Broad-Spectrum Antimicrobial/Antifouling Soft Material Coatings Using Poly(ethylenimine) as a Tailorable Scaffold
journal contributionposted on 13.07.2015, 00:00 by Wei Cheng, Chuan Yang, Xin Ding, Amanda C. Engler, James L. Hedrick, Yi Yan Yang
Microbial colonization and biofilm formation is the leading cause of contact lens-related keratitis. Treatment of the condition remains a challenge because of the need for prolonged therapeutic course and high doses of antimicrobial agents especially for biofilm eradication. The development of strategies to prepare nonfouling contact lens surfaces is a more practical way to ensure users’ safety and relieve the excessive public healthcare burden. In this study, we report a series of polymers that were modified to introduce functionality designed to facilitate coating adhesion, antimicrobial and antifouling properties. Cyclic carbonate monomers having different functional groups including adhesive catechol, antifouling poly(ethylene glycol) (PEG), and hydrophobic urea/ethyl were conjugated onto branched poly(ethylenimine) (bPEI, 25 kDa) at various degrees in a facile and well-controlled manner using a simple one step, atom economical approach. Immersion of contact lenses into an aqueous solution of the catechol-functionalized polymers at room temperature resulted in robust and stable coating on the lens surfaces, which survived the harsh condition of autoclaving and remained on the surface for a typical device application lifetime (7 days). The deposition of the polymer was unambiguously confirmed by static contact angle measurement and X-ray photoelectron spectroscopy (XPS). Polymer coating did not change light transmission significantly. Combinatorial optimization demonstrated that lenses coated with bPEI functionalized with catechol, PEG (5 kDa) and urea groups at 1:12:3:23 molar ratio for 18 h provided the highest antifouling effect against four types of keratitis-causing pathogens: Staphylococcus aureus, Pseudomonas aeruginosa, Candida albicans, and Fusarium solani, after 7 days of incubation.
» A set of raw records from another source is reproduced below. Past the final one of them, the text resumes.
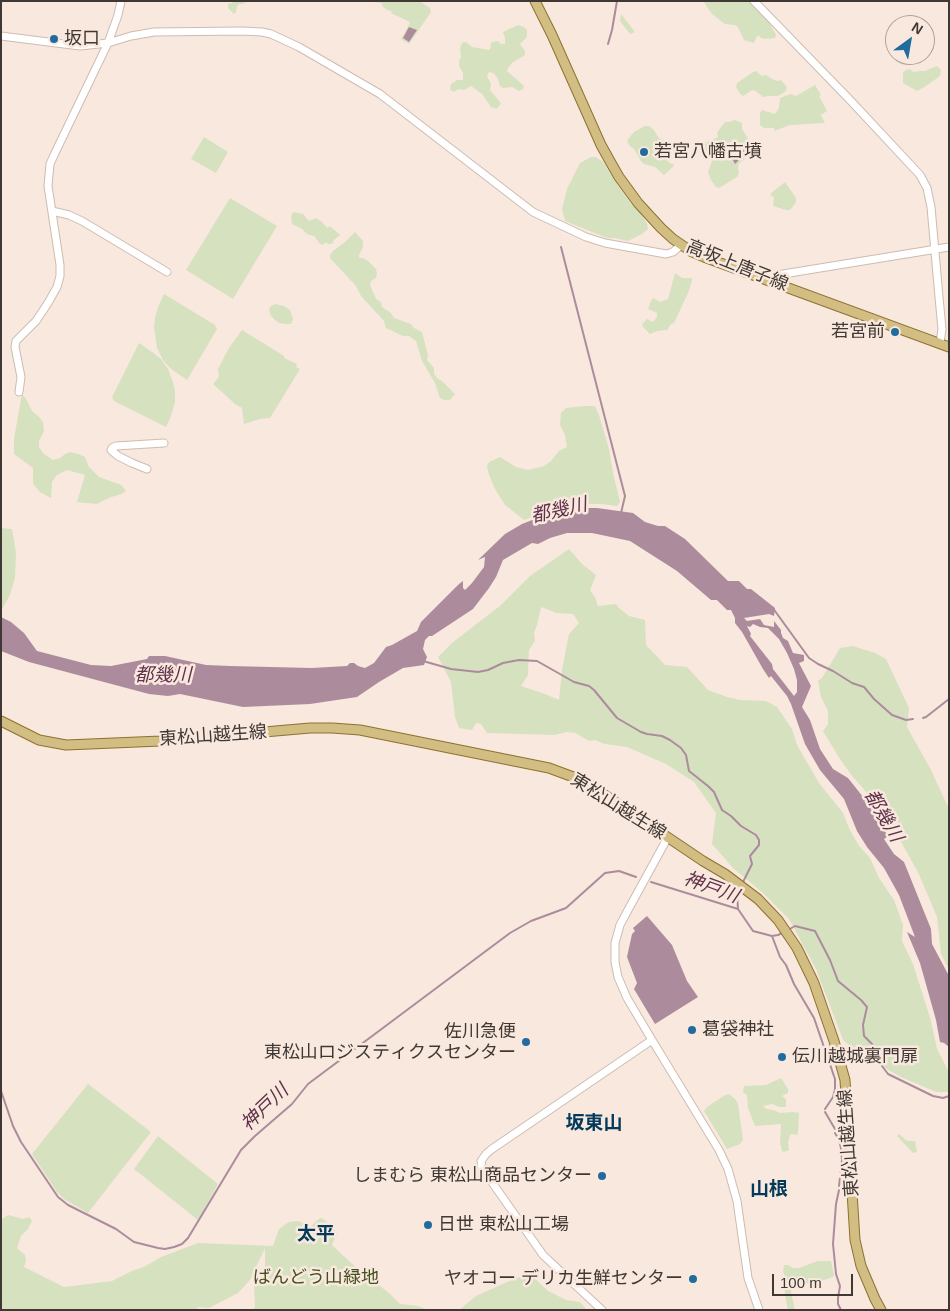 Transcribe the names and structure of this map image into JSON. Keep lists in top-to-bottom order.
{
  "streets": {
    "main road": ["高坂上唐子線", "東松山越生線"]
  },
  "districts": ["坂東山", "山根", "太平"],
  "water": ["都幾川", "神戸川"],
  "parks": ["ばんどう山緑地"],
  "places": [
    "坂口",
    "若宮八幡古墳",
    "若宮前",
    "葛袋神社",
    "佐川急便 東松山ロジスティクスセンター",
    "伝川越城裏門扉",
    "しまむら 東松山商品センター",
    "日世 東松山工場",
    "ヤオコー デリカ生鮮センター"
  ],
  "scale_bar": "100 m",
  "north": "top right"
}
The polymer coating also inhibited protein adsorption onto the contact lens surfaces after exposure to bovine serum albumin solution for up to 24 h, owing to the flexible and large PEG constituent. Notably, all the polymer coatings used in this study were biocompatible, achieving ≥90% cell viability following direct contact with human corneal epithelial cells for 24 h. Hence, these polymer coatings are envisaged to be promising for the prevention of contact lens-related keratitis.